**Task brief:**
From start to end, write out the following data exactly, apart from its images.

····················

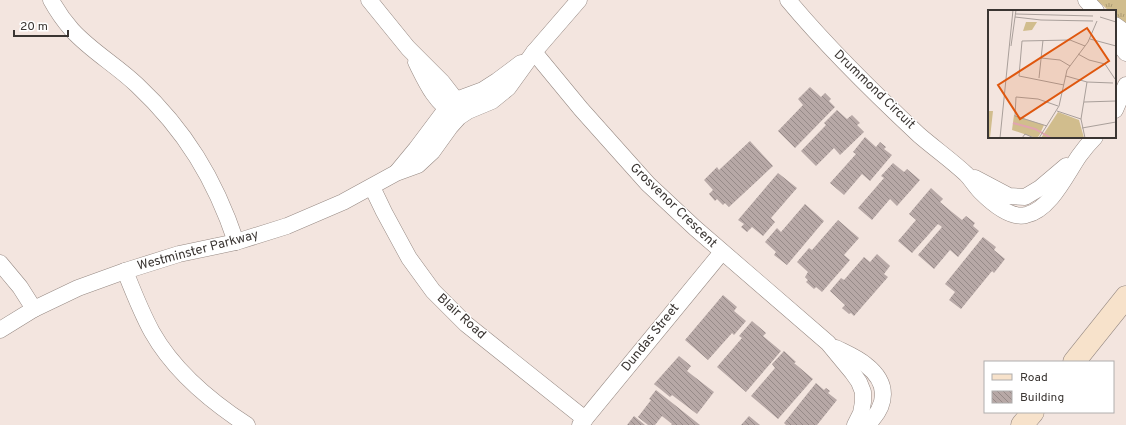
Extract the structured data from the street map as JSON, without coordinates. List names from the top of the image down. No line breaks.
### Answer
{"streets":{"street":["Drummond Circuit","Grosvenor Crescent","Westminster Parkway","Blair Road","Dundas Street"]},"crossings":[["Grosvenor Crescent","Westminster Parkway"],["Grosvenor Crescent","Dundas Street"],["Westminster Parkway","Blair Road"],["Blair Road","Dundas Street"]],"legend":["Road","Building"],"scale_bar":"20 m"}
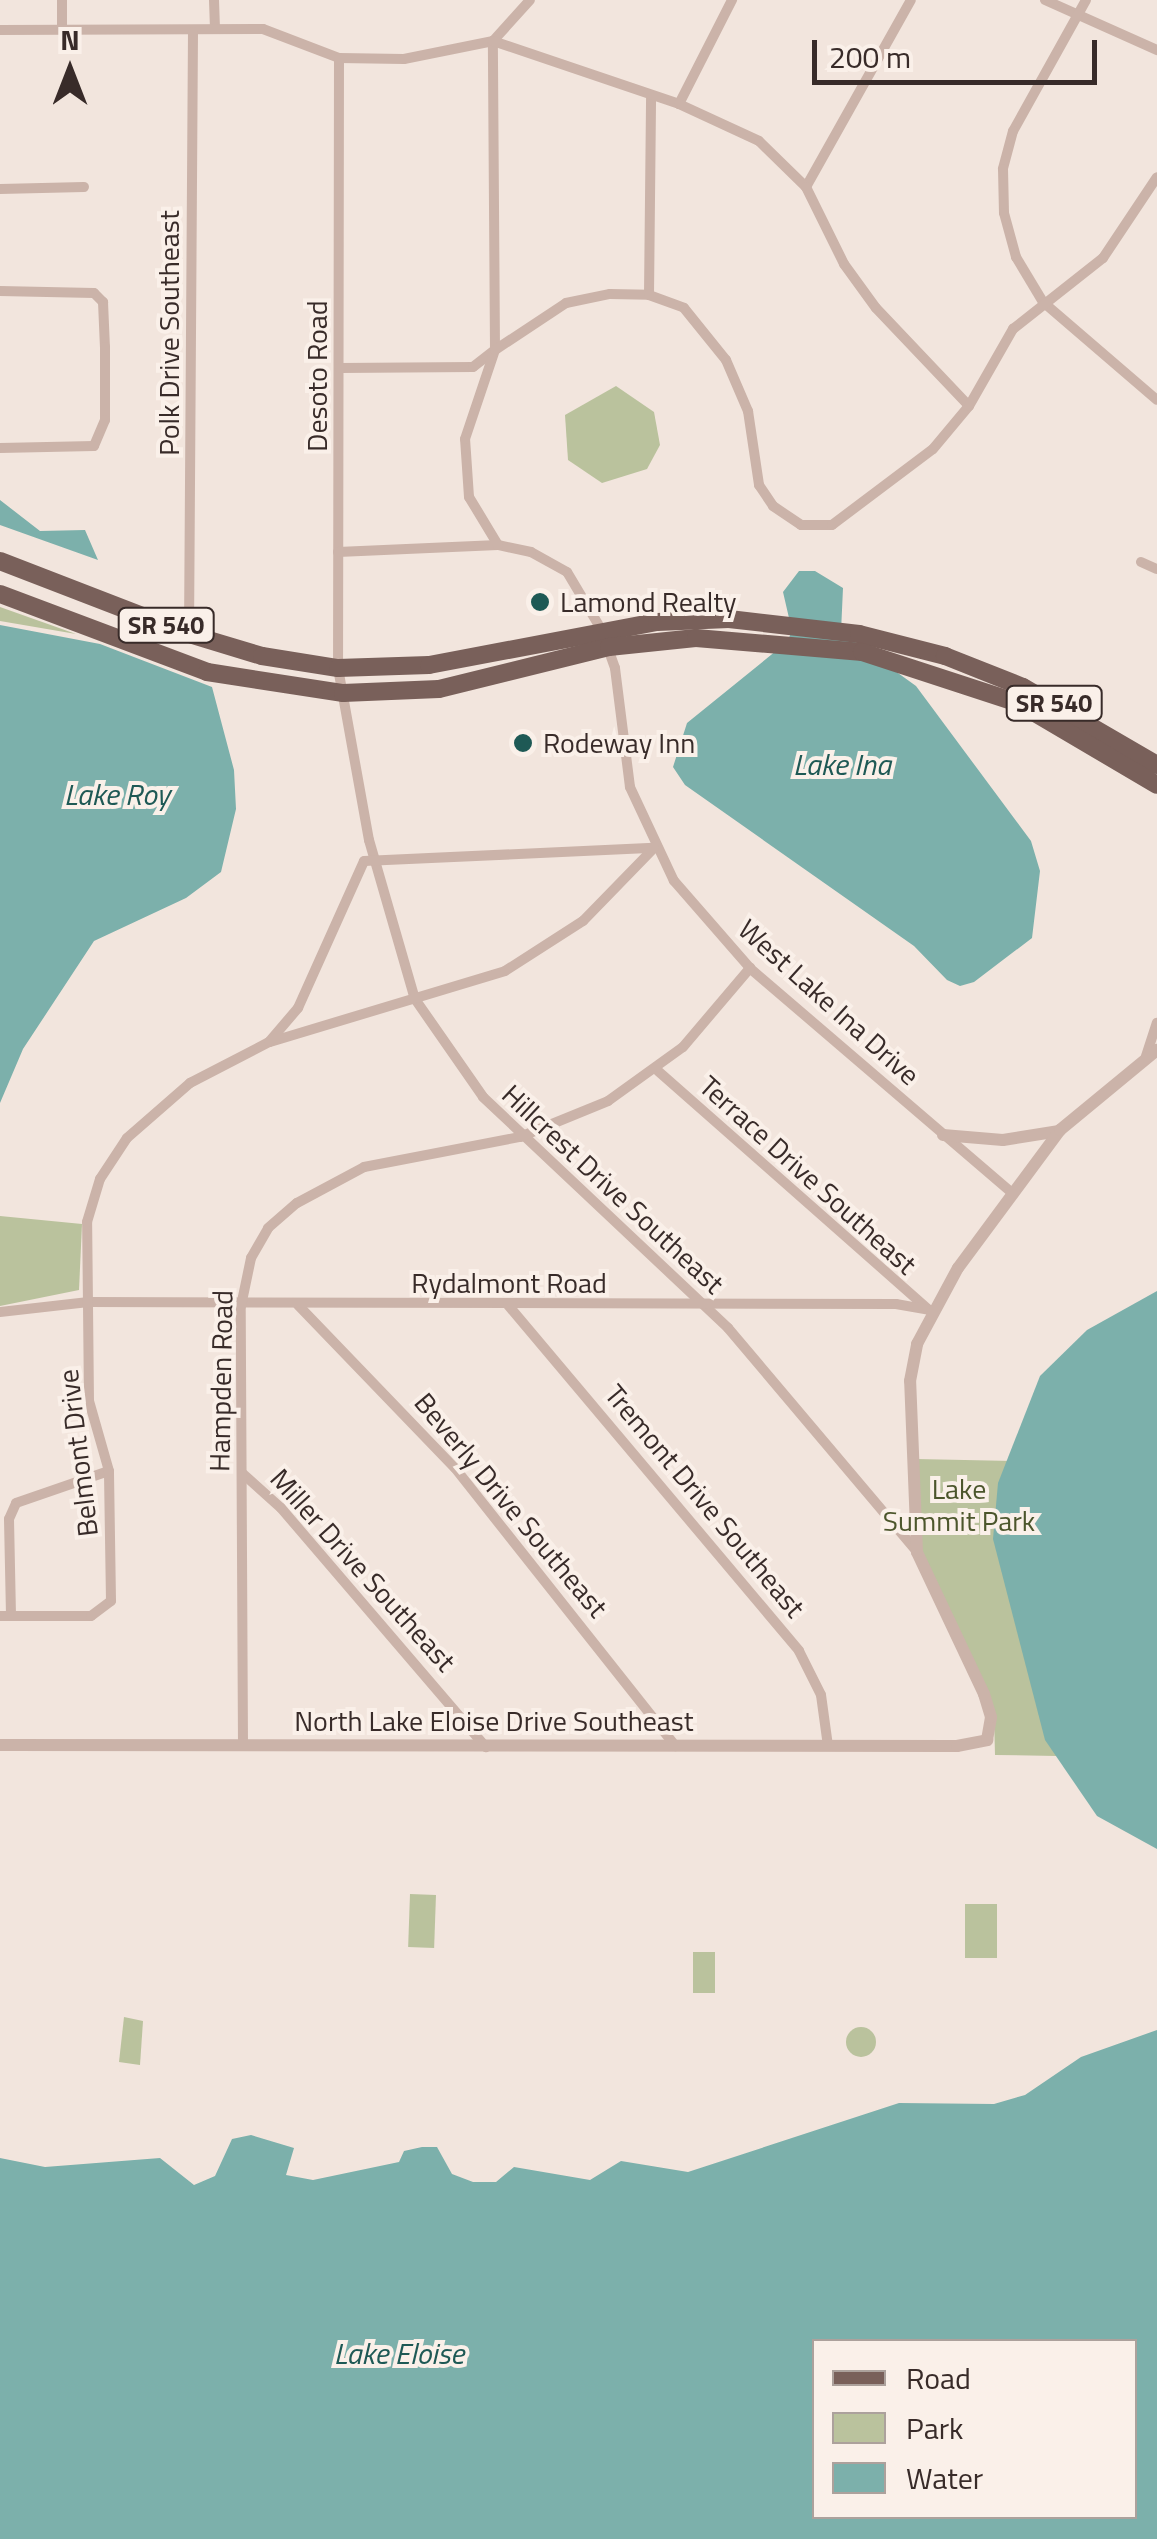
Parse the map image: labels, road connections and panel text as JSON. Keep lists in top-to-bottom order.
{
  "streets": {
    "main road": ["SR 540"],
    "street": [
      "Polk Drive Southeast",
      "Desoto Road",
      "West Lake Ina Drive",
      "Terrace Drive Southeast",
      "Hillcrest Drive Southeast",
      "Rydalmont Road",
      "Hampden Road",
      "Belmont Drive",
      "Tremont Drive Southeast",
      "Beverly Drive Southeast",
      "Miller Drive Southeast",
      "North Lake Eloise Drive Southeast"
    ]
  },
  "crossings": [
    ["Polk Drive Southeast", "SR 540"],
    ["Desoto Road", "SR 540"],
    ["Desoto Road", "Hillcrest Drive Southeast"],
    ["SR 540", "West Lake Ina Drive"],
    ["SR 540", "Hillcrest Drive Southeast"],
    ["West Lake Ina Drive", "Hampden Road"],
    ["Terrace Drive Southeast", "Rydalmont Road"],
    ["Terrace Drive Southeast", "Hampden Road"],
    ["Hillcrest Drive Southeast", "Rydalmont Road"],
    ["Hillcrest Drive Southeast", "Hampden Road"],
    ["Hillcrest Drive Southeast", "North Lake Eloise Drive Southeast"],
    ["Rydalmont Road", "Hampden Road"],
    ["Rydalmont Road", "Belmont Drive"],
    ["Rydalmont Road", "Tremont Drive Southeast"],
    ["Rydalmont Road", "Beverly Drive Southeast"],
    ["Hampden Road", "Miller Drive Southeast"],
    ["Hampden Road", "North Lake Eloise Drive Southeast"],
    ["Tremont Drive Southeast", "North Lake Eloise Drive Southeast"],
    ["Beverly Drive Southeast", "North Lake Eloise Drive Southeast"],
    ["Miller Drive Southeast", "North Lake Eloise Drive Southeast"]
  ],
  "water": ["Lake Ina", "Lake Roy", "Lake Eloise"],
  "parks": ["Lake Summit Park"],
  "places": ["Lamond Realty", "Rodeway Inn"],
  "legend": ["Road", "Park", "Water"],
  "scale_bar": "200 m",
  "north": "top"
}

····················

**Answer:**
Extract the structured data from the street map as JSON, without coordinates. List names from the top of the image down. No line breaks.
### Answer
{"streets":{"street":["Drummond Circuit","Grosvenor Crescent","Westminster Parkway","Blair Road","Dundas Street"]},"crossings":[["Grosvenor Crescent","Westminster Parkway"],["Grosvenor Crescent","Dundas Street"],["Westminster Parkway","Blair Road"],["Blair Road","Dundas Street"]],"legend":["Road","Building"],"scale_bar":"20 m"}
Parse the map image: labels, road connections and panel text as JSON. Keep lists in top-to-bottom order.
{
  "streets": {
    "main road": ["SR 540"],
    "street": [
      "Polk Drive Southeast",
      "Desoto Road",
      "West Lake Ina Drive",
      "Terrace Drive Southeast",
      "Hillcrest Drive Southeast",
      "Rydalmont Road",
      "Hampden Road",
      "Belmont Drive",
      "Tremont Drive Southeast",
      "Beverly Drive Southeast",
      "Miller Drive Southeast",
      "North Lake Eloise Drive Southeast"
    ]
  },
  "crossings": [
    ["Polk Drive Southeast", "SR 540"],
    ["Desoto Road", "SR 540"],
    ["Desoto Road", "Hillcrest Drive Southeast"],
    ["SR 540", "West Lake Ina Drive"],
    ["SR 540", "Hillcrest Drive Southeast"],
    ["West Lake Ina Drive", "Hampden Road"],
    ["Terrace Drive Southeast", "Rydalmont Road"],
    ["Terrace Drive Southeast", "Hampden Road"],
    ["Hillcrest Drive Southeast", "Rydalmont Road"],
    ["Hillcrest Drive Southeast", "Hampden Road"],
    ["Hillcrest Drive Southeast", "North Lake Eloise Drive Southeast"],
    ["Rydalmont Road", "Hampden Road"],
    ["Rydalmont Road", "Belmont Drive"],
    ["Rydalmont Road", "Tremont Drive Southeast"],
    ["Rydalmont Road", "Beverly Drive Southeast"],
    ["Hampden Road", "Miller Drive Southeast"],
    ["Hampden Road", "North Lake Eloise Drive Southeast"],
    ["Tremont Drive Southeast", "North Lake Eloise Drive Southeast"],
    ["Beverly Drive Southeast", "North Lake Eloise Drive Southeast"],
    ["Miller Drive Southeast", "North Lake Eloise Drive Southeast"]
  ],
  "water": ["Lake Ina", "Lake Roy", "Lake Eloise"],
  "parks": ["Lake Summit Park"],
  "places": ["Lamond Realty", "Rodeway Inn"],
  "legend": ["Road", "Park", "Water"],
  "scale_bar": "200 m",
  "north": "top"
}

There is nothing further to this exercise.